Jakarta - Menteri Koordinator Bidang Politik dan Keamanan, Djamari Chaniago, secara resmi mengaktifkan kembali Desk Koordinasi Penanggulangan Kebakaran Hutan dan Lahan (Karhutla). Langkah ini diambil sebagai upaya untuk memperkuat koordinasi antar lembaga dalam menghadapi potensi kebakaran yang dipicu oleh fenomena El Nino yang diperkirakan terjadi pada tahun 2026 dan 2027.

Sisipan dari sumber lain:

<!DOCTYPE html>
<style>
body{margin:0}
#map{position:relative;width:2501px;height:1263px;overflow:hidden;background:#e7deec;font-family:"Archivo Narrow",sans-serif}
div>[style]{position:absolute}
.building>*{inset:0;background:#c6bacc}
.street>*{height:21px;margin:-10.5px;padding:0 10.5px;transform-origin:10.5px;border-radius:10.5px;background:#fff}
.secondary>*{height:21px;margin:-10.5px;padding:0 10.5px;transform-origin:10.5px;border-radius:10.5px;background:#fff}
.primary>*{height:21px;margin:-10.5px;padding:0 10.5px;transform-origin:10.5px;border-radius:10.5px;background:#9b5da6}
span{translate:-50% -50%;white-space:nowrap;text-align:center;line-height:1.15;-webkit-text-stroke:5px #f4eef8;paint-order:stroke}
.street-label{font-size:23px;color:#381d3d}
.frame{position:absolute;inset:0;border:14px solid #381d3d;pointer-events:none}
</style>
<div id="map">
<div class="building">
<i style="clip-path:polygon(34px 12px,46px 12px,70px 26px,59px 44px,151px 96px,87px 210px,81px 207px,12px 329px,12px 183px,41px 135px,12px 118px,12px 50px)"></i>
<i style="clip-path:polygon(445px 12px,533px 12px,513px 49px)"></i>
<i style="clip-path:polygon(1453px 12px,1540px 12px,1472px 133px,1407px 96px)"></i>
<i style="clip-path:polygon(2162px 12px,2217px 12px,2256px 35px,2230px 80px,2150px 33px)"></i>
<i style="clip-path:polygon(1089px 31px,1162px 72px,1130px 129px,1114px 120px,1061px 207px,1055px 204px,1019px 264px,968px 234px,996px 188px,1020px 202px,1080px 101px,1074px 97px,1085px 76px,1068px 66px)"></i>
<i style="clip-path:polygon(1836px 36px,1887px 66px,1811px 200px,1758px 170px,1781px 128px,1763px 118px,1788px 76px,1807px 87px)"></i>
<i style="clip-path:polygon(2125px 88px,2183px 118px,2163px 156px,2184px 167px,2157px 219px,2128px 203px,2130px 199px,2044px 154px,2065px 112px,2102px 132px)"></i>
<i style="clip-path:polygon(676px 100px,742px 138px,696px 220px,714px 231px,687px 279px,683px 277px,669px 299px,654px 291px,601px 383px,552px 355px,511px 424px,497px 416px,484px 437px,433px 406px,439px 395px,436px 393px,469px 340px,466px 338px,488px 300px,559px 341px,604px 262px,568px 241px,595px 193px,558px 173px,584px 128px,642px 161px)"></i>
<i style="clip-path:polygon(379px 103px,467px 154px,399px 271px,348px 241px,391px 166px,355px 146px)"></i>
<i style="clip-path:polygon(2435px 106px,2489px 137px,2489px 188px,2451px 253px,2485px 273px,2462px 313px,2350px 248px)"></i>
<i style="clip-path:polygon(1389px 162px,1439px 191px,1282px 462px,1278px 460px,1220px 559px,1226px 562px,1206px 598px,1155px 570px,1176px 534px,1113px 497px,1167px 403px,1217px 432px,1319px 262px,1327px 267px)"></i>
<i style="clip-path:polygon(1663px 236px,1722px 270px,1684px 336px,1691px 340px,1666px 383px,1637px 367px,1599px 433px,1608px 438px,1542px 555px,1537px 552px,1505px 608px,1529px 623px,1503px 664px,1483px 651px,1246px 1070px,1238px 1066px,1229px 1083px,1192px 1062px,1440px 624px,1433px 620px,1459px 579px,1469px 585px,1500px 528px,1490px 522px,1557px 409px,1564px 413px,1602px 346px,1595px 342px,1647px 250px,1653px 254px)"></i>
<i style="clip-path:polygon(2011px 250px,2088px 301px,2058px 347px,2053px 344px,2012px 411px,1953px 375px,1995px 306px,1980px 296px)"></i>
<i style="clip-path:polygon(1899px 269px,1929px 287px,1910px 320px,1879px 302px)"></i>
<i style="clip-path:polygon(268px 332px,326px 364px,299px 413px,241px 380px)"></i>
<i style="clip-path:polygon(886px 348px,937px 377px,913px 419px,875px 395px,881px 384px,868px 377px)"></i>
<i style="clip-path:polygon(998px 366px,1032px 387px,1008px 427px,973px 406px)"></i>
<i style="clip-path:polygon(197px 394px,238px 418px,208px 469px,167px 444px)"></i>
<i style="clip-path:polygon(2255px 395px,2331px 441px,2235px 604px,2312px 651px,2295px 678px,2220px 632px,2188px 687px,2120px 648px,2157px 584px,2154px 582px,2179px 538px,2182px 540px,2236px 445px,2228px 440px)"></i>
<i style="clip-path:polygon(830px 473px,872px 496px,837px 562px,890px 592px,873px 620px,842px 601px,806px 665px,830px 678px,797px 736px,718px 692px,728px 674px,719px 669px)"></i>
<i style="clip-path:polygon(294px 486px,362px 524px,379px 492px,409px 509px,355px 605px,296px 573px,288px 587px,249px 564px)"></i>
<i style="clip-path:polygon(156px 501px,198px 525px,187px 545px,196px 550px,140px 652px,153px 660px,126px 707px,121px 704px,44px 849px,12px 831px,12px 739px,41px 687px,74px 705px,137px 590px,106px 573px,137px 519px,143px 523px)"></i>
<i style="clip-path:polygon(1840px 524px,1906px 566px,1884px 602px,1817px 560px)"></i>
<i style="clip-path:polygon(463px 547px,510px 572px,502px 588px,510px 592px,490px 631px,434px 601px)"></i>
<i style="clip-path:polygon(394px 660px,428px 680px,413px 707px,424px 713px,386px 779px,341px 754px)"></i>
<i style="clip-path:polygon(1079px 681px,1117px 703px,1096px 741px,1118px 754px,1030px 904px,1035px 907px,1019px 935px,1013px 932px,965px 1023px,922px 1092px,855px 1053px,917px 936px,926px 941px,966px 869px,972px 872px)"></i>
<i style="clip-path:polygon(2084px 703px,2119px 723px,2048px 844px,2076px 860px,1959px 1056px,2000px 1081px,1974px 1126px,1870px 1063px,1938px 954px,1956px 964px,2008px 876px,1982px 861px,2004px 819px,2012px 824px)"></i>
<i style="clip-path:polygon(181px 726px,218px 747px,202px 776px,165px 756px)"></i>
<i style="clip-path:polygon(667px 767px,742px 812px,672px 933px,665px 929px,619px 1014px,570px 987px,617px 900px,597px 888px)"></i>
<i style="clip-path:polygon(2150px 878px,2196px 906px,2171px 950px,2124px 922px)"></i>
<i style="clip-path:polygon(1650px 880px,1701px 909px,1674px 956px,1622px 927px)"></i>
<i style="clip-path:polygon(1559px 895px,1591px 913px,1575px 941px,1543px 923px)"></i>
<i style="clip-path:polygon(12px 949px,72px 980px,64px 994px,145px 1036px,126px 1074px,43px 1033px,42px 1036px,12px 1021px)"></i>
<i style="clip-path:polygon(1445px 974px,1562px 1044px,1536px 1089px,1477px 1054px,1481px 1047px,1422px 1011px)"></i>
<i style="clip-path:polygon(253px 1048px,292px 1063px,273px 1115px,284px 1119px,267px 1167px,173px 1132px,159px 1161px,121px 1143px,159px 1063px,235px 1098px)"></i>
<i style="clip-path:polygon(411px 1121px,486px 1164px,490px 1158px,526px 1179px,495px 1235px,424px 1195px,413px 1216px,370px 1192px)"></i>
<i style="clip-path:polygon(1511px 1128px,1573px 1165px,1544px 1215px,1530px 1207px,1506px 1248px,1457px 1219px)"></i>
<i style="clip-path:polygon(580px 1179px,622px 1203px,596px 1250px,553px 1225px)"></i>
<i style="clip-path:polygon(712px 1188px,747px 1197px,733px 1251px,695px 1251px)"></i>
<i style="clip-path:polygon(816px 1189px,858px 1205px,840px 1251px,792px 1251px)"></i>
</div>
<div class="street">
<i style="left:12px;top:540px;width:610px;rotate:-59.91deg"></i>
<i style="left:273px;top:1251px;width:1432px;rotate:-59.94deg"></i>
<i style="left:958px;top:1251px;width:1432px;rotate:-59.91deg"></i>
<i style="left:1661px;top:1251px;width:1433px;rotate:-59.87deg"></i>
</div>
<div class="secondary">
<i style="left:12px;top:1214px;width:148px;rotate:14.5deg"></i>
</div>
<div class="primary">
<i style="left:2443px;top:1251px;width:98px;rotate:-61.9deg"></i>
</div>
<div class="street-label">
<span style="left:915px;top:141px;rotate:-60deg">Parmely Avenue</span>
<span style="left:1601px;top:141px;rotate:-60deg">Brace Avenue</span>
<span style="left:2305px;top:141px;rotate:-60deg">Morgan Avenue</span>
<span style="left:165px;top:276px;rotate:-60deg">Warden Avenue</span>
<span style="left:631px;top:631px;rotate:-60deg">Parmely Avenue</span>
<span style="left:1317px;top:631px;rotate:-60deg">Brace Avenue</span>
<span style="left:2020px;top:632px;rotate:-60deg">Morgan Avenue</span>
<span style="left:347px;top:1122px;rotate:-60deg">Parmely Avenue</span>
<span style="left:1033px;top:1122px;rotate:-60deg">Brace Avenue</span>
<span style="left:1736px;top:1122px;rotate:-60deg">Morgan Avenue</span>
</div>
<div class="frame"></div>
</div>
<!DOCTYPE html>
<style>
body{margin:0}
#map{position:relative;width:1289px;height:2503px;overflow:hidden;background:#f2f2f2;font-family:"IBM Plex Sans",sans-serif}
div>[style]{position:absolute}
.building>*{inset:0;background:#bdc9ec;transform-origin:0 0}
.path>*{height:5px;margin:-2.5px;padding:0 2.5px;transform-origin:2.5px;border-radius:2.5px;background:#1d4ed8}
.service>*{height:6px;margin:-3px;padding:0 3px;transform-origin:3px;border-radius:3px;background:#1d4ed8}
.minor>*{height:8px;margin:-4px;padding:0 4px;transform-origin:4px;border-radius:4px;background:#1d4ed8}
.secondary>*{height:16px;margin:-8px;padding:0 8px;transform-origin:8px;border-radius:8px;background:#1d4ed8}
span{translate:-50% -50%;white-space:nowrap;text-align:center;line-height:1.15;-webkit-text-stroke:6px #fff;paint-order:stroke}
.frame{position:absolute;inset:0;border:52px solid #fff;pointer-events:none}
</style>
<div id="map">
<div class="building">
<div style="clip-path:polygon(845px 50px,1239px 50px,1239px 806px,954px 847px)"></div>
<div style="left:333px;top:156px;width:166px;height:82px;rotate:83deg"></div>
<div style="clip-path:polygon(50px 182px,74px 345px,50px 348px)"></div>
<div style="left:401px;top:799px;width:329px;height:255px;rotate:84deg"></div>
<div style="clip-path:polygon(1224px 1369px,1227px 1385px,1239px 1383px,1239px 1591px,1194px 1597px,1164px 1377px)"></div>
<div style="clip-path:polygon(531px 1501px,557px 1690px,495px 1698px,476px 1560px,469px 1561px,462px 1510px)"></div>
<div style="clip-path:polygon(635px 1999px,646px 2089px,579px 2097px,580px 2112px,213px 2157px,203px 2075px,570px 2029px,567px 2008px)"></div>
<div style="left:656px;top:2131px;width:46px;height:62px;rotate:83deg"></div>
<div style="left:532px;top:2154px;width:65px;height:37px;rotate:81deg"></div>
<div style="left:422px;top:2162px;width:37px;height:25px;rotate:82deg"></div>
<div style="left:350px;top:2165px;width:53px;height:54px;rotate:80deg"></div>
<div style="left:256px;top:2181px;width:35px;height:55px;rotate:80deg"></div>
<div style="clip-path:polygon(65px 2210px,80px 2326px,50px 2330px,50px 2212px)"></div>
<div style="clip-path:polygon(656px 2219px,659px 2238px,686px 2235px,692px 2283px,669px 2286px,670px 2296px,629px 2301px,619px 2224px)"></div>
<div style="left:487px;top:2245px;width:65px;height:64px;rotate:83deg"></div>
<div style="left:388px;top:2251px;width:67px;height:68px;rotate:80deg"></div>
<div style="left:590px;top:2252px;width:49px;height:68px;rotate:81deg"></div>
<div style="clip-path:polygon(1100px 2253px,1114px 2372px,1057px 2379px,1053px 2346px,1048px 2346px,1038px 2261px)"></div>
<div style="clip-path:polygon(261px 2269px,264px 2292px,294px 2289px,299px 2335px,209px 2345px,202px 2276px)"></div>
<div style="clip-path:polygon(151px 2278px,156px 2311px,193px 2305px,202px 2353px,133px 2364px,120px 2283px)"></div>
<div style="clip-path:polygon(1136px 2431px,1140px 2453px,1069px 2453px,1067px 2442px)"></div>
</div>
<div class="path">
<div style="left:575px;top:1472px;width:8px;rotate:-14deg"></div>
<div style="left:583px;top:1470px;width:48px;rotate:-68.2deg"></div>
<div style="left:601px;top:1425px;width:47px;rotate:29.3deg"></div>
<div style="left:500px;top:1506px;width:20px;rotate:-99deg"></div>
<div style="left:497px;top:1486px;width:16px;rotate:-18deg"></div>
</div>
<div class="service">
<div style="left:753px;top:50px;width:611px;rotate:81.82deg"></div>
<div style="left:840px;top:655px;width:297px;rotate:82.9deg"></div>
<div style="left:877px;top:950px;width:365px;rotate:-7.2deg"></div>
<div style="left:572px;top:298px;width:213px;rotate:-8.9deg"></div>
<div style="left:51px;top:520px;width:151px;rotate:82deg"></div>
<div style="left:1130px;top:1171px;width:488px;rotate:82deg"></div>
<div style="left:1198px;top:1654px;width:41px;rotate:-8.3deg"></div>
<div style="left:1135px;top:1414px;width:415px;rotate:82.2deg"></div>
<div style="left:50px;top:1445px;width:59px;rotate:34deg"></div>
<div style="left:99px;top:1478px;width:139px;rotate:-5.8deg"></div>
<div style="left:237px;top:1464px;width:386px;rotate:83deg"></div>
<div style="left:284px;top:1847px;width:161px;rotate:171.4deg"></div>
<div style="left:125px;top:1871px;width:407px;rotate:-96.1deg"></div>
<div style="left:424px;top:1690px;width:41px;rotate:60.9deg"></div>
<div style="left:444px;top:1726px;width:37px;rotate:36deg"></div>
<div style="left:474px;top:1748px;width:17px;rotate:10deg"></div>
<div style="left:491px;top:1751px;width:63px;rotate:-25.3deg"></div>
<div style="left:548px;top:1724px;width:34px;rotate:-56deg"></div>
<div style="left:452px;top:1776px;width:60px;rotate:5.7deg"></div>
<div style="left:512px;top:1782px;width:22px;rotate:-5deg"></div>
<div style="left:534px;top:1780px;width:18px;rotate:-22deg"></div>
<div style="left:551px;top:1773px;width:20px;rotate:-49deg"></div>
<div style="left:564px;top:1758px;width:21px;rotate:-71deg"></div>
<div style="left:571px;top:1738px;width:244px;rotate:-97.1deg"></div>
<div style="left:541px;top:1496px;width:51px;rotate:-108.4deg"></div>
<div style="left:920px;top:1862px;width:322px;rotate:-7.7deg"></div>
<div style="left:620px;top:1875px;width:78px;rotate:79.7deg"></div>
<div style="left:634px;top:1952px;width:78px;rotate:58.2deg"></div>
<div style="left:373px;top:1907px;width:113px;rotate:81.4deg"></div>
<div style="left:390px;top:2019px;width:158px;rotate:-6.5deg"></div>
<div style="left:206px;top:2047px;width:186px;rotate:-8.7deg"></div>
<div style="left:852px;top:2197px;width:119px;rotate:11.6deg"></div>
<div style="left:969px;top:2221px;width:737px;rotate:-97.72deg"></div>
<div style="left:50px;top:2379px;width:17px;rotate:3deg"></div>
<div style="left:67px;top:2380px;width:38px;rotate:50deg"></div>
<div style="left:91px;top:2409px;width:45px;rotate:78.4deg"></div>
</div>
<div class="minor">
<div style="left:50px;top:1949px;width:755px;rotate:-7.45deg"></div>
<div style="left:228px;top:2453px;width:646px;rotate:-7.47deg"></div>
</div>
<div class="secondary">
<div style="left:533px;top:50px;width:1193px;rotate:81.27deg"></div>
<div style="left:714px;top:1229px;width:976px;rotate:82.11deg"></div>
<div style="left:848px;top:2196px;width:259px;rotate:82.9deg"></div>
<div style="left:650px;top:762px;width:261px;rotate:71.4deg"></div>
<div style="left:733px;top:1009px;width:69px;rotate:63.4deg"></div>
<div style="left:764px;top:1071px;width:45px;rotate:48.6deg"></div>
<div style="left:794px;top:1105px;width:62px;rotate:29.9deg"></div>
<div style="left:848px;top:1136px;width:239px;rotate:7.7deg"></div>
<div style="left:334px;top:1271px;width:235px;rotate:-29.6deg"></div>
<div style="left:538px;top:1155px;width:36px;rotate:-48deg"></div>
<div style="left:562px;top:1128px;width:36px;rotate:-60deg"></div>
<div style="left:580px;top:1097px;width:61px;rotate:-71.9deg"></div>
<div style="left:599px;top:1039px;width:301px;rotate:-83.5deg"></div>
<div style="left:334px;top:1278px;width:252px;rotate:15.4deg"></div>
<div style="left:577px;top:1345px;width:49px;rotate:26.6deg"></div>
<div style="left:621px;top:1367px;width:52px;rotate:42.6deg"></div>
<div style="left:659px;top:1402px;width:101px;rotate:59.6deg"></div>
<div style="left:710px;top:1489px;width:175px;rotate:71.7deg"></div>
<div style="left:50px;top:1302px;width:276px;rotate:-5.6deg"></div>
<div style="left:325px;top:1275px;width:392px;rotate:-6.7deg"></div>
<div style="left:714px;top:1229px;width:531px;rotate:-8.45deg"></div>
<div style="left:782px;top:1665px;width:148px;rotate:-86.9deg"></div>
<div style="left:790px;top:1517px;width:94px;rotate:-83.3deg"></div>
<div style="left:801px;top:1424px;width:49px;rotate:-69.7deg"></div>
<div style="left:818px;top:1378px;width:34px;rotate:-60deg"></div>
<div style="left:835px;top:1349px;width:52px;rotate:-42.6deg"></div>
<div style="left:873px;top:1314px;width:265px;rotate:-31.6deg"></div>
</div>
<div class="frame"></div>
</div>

Langkah Antisipatif Pemerintah
Berdasarkan laporan Antara pada Kamis (18/6/2026), Djamari menyatakan bahwa reaktivasi ini merupakan bagian dari strategi antisipatif pemerintah menjelang musim kemarau yang dapat meningkatkan risiko kebakaran hutan dan lahan. "Sebagai langkah antisipatif, pemerintah melakukan reaktivasi Desk Koordinasi Penanggulangan Karhutla Tahun 2026," demikian bunyi siaran pers dari Kementerian Koordinator Bidang Politik dan Keamanan.
Rapat Koordinasi Khusus
Keputusan ini diumumkan dalam Rapat Koordinasi Khusus Pengendalian Karhutla Tahun 2026 yang mengusung tema "Bersinergi untuk Negeri Menghadapi El Nino 2026 dan 2027" yang digelar di Gedung Manggala Wanabakti. Dalam kesempatan tersebut, Djamari menekankan bahwa fenomena El Nino berpotensi meningkatkan risiko kekeringan, menurunkan curah hujan, menambah jumlah titik panas, serta memperbesar peluang terjadinya kebakaran hutan dan lahan.
Provinsi Rawan Karhutla
Pemerintah telah memetakan enam provinsi yang diprediksi mengalami peningkatan risiko karhutla, yaitu Riau, Jambi, Sumatera Selatan, Kalimantan Barat, Kalimantan Tengah, dan Kalimantan Selatan. Oleh karena itu, sinergi antara pemerintah pusat, pemerintah daerah, dan seluruh pemangku kepentingan menjadi kunci dalam upaya pencegahan dan penanganan karhutla.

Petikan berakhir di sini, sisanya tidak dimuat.